How to protect yourself from viruses when shopping
The main source: smear infections
The transmission of viruses through physical contact, in most cases through the hands, is referred to as a smear infection. The counterpart is droplet infection through aerosols in the air. However, since you are only so close to infected people for a short time when shopping, if at all, in this case droplet infections are less of a problem than smear infections.
Avoid contact of hands with mucous membranes
The most important thing is not to let our hands come into contact with the mucous membranes in the first place, as viruses spread through the eyes and especially the nose and mouth.
Often you touch your nose, wipe your mouth or rub your eyes.
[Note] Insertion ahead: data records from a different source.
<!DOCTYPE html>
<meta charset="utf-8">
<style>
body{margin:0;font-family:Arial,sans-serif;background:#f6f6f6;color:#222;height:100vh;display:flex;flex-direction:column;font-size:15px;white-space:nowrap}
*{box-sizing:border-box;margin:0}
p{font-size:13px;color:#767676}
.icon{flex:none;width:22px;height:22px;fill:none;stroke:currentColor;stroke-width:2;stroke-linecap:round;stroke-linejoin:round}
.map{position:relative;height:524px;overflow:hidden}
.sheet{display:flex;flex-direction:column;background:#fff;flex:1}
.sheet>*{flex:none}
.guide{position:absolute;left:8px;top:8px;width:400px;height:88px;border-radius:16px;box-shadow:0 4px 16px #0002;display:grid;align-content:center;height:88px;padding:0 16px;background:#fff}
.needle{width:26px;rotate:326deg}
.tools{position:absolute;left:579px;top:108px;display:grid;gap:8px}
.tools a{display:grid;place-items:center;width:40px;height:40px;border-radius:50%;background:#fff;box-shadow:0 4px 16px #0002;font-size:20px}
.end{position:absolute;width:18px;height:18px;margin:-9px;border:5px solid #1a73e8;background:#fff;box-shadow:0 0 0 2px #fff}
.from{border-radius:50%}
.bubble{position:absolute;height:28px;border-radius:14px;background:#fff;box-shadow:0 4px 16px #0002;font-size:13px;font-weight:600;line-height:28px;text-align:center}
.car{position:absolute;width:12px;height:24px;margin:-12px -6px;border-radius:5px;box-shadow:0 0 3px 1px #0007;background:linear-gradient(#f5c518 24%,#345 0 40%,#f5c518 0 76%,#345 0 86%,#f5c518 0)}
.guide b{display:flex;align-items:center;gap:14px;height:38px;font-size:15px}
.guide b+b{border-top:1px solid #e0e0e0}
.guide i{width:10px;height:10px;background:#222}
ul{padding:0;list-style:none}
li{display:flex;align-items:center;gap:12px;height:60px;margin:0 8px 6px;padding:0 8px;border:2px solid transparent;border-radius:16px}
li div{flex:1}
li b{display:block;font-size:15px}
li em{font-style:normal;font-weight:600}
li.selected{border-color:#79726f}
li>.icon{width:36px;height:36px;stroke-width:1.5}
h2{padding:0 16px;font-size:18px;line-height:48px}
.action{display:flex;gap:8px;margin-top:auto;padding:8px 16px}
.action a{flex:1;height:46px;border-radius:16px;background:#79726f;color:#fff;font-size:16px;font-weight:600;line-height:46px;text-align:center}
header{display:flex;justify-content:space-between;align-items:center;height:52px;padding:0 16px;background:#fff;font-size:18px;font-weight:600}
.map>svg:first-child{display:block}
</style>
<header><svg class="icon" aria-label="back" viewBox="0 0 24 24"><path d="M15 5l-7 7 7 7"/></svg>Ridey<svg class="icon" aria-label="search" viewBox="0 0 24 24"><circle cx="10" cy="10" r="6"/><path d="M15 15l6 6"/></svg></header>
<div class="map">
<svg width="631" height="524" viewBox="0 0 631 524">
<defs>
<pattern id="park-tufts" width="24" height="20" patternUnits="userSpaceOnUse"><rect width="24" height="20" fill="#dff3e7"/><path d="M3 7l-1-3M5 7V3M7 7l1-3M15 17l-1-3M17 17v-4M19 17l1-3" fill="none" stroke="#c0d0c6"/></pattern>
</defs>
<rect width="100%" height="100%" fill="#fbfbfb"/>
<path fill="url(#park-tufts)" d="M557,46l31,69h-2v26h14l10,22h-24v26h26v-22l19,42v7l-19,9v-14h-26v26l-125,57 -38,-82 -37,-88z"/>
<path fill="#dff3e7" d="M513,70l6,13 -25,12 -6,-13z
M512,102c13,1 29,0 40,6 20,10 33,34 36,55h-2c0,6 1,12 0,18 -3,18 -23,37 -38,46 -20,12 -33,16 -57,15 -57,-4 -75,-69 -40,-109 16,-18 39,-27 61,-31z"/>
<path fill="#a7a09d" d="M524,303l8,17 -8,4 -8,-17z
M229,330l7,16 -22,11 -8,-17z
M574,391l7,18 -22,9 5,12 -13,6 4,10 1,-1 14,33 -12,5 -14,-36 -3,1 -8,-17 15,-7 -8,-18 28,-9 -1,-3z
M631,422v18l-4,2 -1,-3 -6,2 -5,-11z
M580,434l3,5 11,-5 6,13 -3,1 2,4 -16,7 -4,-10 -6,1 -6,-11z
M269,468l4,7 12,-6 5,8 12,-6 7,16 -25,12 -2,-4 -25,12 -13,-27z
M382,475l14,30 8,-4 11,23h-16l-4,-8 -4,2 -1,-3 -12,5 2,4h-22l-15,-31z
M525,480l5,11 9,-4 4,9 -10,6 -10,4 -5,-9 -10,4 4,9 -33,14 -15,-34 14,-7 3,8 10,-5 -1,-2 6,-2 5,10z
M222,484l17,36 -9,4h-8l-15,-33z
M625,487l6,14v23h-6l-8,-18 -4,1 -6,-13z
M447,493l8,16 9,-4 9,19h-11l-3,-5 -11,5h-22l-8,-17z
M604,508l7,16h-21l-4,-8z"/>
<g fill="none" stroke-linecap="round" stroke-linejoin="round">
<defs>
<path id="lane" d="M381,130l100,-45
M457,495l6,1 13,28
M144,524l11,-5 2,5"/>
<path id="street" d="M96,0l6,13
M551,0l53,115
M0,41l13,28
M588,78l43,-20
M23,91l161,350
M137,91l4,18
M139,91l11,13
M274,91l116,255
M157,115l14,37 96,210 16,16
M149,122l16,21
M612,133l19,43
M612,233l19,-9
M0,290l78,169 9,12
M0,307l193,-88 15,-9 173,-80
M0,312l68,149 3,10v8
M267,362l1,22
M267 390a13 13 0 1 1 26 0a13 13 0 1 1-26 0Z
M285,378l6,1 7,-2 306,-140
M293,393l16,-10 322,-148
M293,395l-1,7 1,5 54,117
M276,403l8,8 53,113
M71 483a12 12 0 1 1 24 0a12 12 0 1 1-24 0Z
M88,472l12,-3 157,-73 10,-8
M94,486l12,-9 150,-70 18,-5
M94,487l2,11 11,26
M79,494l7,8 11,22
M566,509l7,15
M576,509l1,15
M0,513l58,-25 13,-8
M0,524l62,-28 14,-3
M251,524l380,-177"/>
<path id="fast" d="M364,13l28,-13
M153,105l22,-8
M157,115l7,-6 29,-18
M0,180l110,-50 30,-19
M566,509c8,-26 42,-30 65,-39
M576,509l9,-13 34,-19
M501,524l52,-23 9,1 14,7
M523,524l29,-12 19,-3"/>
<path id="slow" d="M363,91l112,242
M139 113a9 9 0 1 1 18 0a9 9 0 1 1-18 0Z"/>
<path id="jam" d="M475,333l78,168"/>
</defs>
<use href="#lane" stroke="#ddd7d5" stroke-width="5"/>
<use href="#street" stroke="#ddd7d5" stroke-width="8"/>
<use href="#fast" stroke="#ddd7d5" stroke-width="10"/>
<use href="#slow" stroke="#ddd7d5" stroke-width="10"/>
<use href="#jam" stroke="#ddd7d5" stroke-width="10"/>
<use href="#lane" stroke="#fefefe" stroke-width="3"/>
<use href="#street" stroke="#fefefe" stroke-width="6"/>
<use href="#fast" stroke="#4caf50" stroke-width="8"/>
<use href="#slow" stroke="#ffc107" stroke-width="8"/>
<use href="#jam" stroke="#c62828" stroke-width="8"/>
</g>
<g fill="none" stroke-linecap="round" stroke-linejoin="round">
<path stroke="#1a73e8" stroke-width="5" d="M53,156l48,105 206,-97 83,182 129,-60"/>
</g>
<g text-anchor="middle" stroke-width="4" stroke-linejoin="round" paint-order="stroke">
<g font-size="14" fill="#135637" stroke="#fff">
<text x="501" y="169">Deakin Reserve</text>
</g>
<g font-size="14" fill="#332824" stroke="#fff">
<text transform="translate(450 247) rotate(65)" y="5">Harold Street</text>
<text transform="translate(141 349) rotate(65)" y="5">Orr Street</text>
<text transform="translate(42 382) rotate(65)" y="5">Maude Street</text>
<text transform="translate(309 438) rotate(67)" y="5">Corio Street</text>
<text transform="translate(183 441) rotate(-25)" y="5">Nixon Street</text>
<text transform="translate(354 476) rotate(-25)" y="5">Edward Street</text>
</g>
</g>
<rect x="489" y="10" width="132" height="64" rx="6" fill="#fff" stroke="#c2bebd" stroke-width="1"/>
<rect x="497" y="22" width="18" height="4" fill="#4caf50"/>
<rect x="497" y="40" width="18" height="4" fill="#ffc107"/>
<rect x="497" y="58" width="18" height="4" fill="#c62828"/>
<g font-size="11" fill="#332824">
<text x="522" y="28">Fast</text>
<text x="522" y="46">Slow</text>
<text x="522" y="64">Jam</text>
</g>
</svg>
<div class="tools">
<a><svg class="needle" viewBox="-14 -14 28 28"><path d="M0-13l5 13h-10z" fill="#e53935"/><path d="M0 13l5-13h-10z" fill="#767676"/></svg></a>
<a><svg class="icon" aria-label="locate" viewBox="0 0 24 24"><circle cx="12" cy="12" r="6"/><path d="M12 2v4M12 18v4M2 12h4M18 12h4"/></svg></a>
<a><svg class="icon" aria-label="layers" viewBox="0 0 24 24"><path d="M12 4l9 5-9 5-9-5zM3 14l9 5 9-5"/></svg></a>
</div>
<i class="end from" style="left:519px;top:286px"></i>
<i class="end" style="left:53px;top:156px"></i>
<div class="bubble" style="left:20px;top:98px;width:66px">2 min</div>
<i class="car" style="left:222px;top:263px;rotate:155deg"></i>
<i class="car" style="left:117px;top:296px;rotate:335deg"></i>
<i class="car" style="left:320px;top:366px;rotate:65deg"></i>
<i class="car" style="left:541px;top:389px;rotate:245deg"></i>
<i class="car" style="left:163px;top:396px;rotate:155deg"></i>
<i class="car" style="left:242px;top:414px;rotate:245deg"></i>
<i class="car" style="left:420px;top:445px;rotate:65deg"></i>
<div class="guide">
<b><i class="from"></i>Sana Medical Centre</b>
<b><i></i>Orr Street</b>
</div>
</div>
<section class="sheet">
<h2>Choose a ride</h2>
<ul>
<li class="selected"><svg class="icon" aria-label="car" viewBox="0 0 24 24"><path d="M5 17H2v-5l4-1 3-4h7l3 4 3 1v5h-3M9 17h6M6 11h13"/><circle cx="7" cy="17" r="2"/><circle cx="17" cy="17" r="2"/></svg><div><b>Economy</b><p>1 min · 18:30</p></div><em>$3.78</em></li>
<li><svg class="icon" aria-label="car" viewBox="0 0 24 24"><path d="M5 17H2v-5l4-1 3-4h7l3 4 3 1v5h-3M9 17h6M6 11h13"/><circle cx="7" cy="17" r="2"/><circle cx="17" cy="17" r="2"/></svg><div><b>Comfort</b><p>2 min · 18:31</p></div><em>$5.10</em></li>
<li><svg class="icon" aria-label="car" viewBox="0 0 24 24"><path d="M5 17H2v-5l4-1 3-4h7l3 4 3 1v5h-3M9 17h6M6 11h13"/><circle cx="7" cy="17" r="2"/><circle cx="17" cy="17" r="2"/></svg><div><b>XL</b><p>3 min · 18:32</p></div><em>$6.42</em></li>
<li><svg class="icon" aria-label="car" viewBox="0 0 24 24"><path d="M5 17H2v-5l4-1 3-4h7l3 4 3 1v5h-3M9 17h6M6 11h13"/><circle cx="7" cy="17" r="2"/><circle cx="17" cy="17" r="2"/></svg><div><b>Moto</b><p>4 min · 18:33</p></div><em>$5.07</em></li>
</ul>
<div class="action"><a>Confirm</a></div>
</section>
We can never completely prevent all of this because it is partly controlled unconsciously. You can, however, be aware of it and take care not to have such contact, and after just a few weeks you will get used to it better.
have disinfectant with you
If there is contact with the mucous membranes, it is good if there are as few viruses as possible on the hands. You can achieve this above all if you use disinfectants regularly. It is particularly effective to rub disinfectant on your hands before or during shopping. A small hand gel fits in any jacket or trouser pocket. If you already have a bag or bag with you when you go shopping and don’t like the gel, there is certainly room for a small pack of moist disinfectant wipes.
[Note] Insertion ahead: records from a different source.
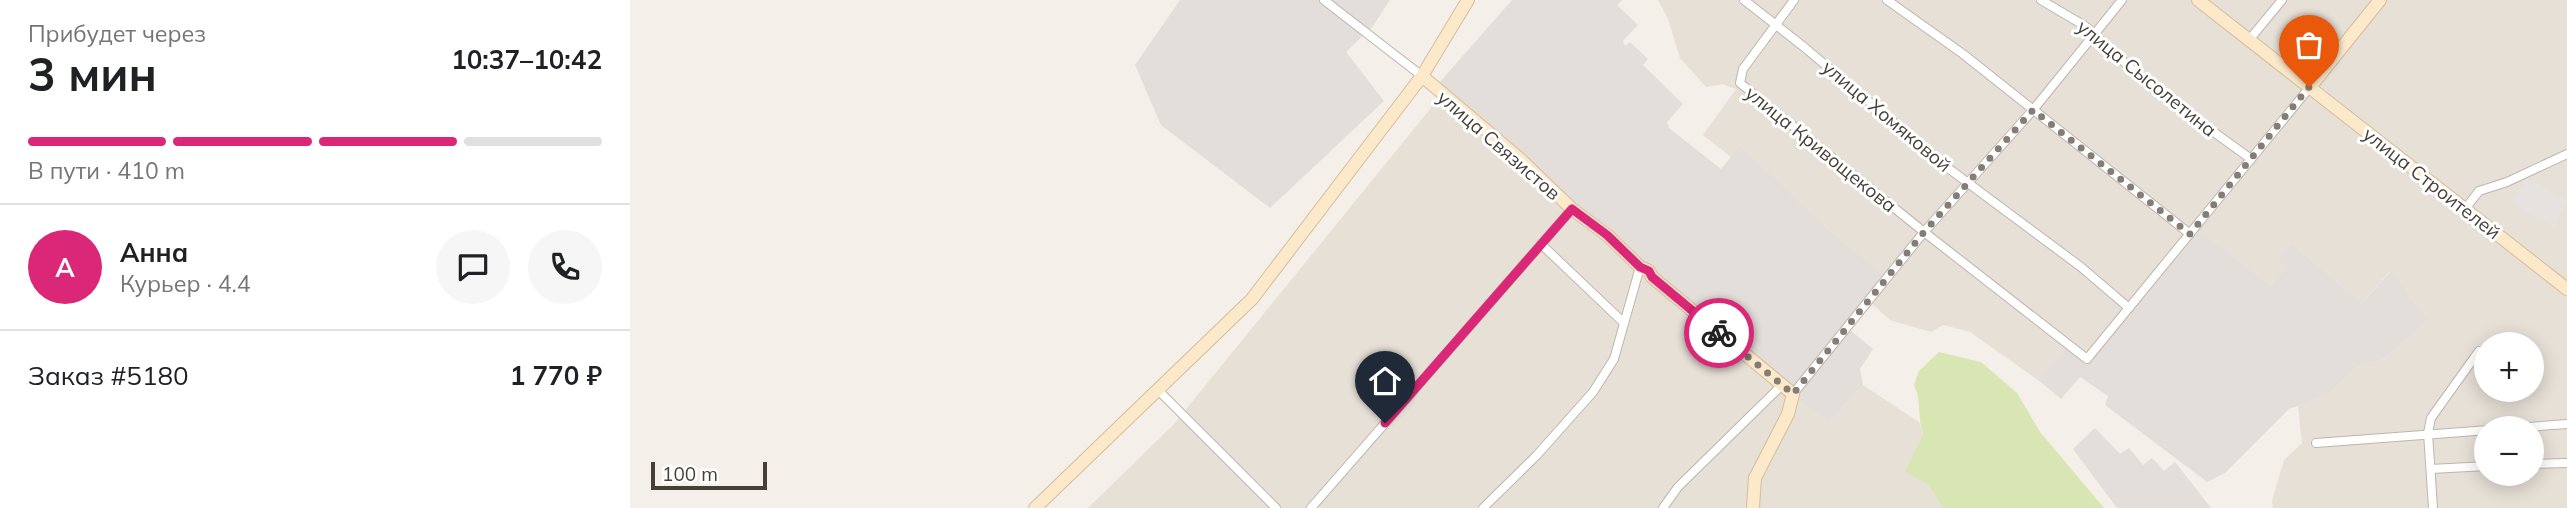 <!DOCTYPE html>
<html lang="ru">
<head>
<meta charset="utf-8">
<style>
	:root { --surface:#fff; --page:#f6f6f6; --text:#202124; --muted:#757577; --line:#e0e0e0; --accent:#db2777 }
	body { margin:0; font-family:Mulish,sans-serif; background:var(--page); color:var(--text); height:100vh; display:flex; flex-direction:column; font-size:26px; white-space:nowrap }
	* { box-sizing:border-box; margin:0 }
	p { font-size:23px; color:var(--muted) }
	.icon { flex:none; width:38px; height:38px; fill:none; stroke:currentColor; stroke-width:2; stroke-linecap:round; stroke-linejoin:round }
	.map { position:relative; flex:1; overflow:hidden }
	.drawer { display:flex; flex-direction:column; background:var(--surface); width:630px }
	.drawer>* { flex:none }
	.tools { position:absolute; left:1844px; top:332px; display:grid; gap:14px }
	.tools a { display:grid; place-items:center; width:70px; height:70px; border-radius:50%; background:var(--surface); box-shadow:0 4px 18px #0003; font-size:35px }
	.scale { position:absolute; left:21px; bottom:18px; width:116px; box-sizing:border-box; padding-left:7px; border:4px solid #473e37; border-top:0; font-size:19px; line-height:24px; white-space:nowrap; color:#473e37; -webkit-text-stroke:5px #fff; paint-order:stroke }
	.pin { position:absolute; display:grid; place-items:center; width:60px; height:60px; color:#fff; margin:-72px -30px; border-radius:50% 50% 50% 0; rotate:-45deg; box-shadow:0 0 7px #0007 }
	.pin .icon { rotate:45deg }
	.courier { position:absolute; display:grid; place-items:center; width:70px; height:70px; margin:-35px; border:5px solid #db2777; border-radius:50%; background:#fff; color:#222; box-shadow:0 2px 9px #0007 }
	.overview em { font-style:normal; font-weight:700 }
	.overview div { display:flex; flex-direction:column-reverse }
	.overview { display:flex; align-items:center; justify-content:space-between; height:119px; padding:0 28px }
	h1 { font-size:46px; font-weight:700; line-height:52px }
	.bar { display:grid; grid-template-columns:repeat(4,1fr); gap:10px 7px; align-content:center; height:84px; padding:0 28px }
	.bar i { height:9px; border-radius:5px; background:var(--line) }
	.bar .current { background:var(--accent) }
	.bar p { grid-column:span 4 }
	.line { display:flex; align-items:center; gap:18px; padding:0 28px; border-top:2px solid var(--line) }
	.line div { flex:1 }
	.round { display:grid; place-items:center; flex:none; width:74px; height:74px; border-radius:37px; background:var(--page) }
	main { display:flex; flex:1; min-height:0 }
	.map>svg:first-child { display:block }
	.residential { fill:#e7e0d7; fill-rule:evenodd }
	.industrial { fill:#e3deda }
	.green { fill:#d7e6b3 }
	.parking { fill:#e5e2e0 }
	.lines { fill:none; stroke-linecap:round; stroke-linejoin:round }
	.street-casing { stroke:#bfb5ab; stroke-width:10 }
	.secondary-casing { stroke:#d5bd9d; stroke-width:14 }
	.street { stroke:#fff; stroke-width:8 }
	.secondary { stroke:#fce9ca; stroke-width:12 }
	.done { stroke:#847c75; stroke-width:7; stroke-dasharray:0 12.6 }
	.route { stroke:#db2777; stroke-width:9 }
	.labels { text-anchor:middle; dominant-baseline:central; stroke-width:6; stroke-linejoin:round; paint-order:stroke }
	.street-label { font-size:19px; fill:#473e37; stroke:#fff }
</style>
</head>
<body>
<main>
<section class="drawer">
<div class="overview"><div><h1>3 мин</h1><p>Прибудет через</p></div><em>10:37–10:42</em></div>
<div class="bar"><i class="current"></i><i class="current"></i><i class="current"></i><i></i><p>В пути · 410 m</p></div>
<div class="line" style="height:126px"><b class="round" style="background:var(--accent);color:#fff">А</b><div><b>Анна</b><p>Курьер · 4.4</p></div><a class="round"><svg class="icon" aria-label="chat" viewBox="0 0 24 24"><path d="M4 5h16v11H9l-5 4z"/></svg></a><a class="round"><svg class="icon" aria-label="phone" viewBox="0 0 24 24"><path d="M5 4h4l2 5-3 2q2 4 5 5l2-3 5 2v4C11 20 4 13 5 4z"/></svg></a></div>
<div class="line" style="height:91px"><div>Заказ #5180</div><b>1 770 ₽</b></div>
</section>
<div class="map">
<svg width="1937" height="508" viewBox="0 0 1937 508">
	<rect width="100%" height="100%" fill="#f4efe9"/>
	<!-- residential -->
	<g class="residential">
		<path d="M1028,0H1937V508H1643L1642,501L1654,460L1672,443L1668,406L1696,396L1726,368L1754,359L1797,319L1780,298L1776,288L1759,272L1732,303L1662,244L1658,268L1641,286L1566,230L1458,363L1438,348L1408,380L1340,332L1313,325L1301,332L1260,320L1242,304L1260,282L1198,229L1110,147L1101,157L1073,135L1106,89L1092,84L1076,87L1050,58L1038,19ZM1857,345H1902V390H1857ZM1857,429H1902V474H1857Z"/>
		<path d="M809,98L1199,420L1233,385L1289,422L1293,435L1298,484L1313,508H458L544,424Z"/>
	</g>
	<!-- industrial -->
	<g class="industrial">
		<path d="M550,0H760L743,26L716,52L754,101L640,208L531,125L505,65Z"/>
		<path d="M882,0H992L987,5L1008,25L993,41L995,46L1000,42L1018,59L1013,65L1053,104L1037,122L1039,128L1091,169L1110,146L1198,229L1261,282L1220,330L1243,349L1230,369L1233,385L1199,421L1146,383L809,98L818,90L809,83Z"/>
		<path d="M1566,229L1641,286L1657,268L1648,260L1662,244L1732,303L1760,272L1776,288L1780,298L1798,319L1754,359L1726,368L1696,396L1659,409L1595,473L1577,482L1475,405L1478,396L1450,377L1431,399L1408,380L1438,347L1459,363Z"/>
		<path d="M1465,428L1490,454L1499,448L1513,465L1522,458L1534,471L1545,462L1581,508H1487L1443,449Z"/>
	</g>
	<!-- green -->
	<path class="green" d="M1309,352L1351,362L1387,393L1410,432L1474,508H1313L1298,484L1275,471L1293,435C1287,417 1292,402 1284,385L1289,371Z"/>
	<!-- parking -->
	<path class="parking" d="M1897,178L1937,201L1924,227L1882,203Z"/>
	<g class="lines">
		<!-- street casing -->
		<g class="street-casing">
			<g id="street">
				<path d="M694,0L792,76"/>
				<path d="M1114,0L1174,47L1318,168L1451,267L1499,308"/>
				<path d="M1164,0L1113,69L1110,83L1294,232L1457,359L1680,87"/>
				<path d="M1257,0L1333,54L1560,234"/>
				<path d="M1411,0L1455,26L1520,86L1621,159"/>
				<path d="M1619,40L1652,0"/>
				<path d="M1835,209L1849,191L1877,182L1937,154"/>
				<path d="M911,244L994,323"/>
				<path d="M529,391L646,508"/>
				<path d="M1163,394L1294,232L1403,110L1492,0"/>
				<path d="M1686,443L1937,424"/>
				<path d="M1902,464L1937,463"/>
				<path d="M1801,469L1857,466"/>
				<path d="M681,508L942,209"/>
				<path d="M853,508L907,455L963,392L984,359L1010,267"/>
				<path d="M1033,508L1048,487L1152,385"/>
				<path d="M1803,508L1798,433L1801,418L1849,351"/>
			</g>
		</g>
		<!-- secondary casing -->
		<g class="secondary-casing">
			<g id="secondary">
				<path d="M1568,0L1937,289"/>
				<path d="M792,76L890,159L942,209L977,235L1010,267L1019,271L1022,277L1163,394L1158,414L1125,478L1123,508"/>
				<path d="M1680,87L1750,0"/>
				<path d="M405,508L622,299L792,76L838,0"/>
			</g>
		</g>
		<!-- street -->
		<use href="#street" class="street"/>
		<!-- secondary -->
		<use href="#secondary" class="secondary"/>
	</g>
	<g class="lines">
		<!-- done -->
		<path class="done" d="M1089,333L1163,394L1294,232L1403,110L1560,234L1679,87"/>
		<!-- route -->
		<path class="route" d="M755,423L942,209L977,235L1010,267L1019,271L1022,277L1089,333"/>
	</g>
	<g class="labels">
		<!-- street labels -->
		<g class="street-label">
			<text transform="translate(1517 78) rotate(39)">улица Сысолетина</text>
			<text transform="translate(1257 116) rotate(40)">улица Хомяковой</text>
			<text transform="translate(869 145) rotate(41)">улица Связистов</text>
			<text transform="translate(1191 149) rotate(39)">улица Кривощекова</text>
			<text transform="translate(1802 183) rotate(38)">улица Строителей</text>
		</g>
	</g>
</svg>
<div class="tools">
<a>+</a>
<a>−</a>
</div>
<div class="scale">100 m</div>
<div class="pin" style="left:1679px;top:87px;background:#ea580c"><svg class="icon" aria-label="bag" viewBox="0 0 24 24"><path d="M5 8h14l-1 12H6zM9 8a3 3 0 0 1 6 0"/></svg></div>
<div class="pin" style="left:755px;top:423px;background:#1f2937"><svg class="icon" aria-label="home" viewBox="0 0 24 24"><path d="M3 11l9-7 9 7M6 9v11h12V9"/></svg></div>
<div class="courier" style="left:1089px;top:333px"><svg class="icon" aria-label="bike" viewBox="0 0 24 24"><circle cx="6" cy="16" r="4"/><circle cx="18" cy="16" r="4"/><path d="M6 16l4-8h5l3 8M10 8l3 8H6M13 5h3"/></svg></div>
</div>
</main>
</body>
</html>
Such cloths are particularly useful for wiping down the handle of the shopping trolley before using it for the first time. Many people have already touched it and accordingly the amount of virus is much higher there than on packaging, which is often only grabbed and then taken away.
Pay contactless if possible
Another virus source lurks at the checkout. It’s not so much the cash that we’ve had in our wallets for a long time, but mainly the change that the cashier gives us. Because she has touched thousands of other customers’ items, her hands can harbor many viruses, which she then transmits to your change. The safest thing is therefore to switch from cash to contactless payments.
Almost every retailer now offers the option of paying by card EC Cash Terminal on. A particularly popular service is SumUp, whose card readers are trusted by two million merchants. Thanks to modern technology – the NFC chips in our bank cards – it is possible to pay smaller amounts without having to insert the card into the reader. This way is also advisable, because it makes little sense if you don’t want to touch cash with your fingers and then enter the PIN by hand on the card reader. It is also possible to receive money via other payment methods without using the terminal, for example as an invoice by email, payment via payment links or simply by voucher.
For security reasons, many banks limits the amount for fully contactless payments to 25 euros. However, if you regularly spend larger amounts, it is best to speak to your bank to increase the limit to 50 or maybe a maximum of 100 euros.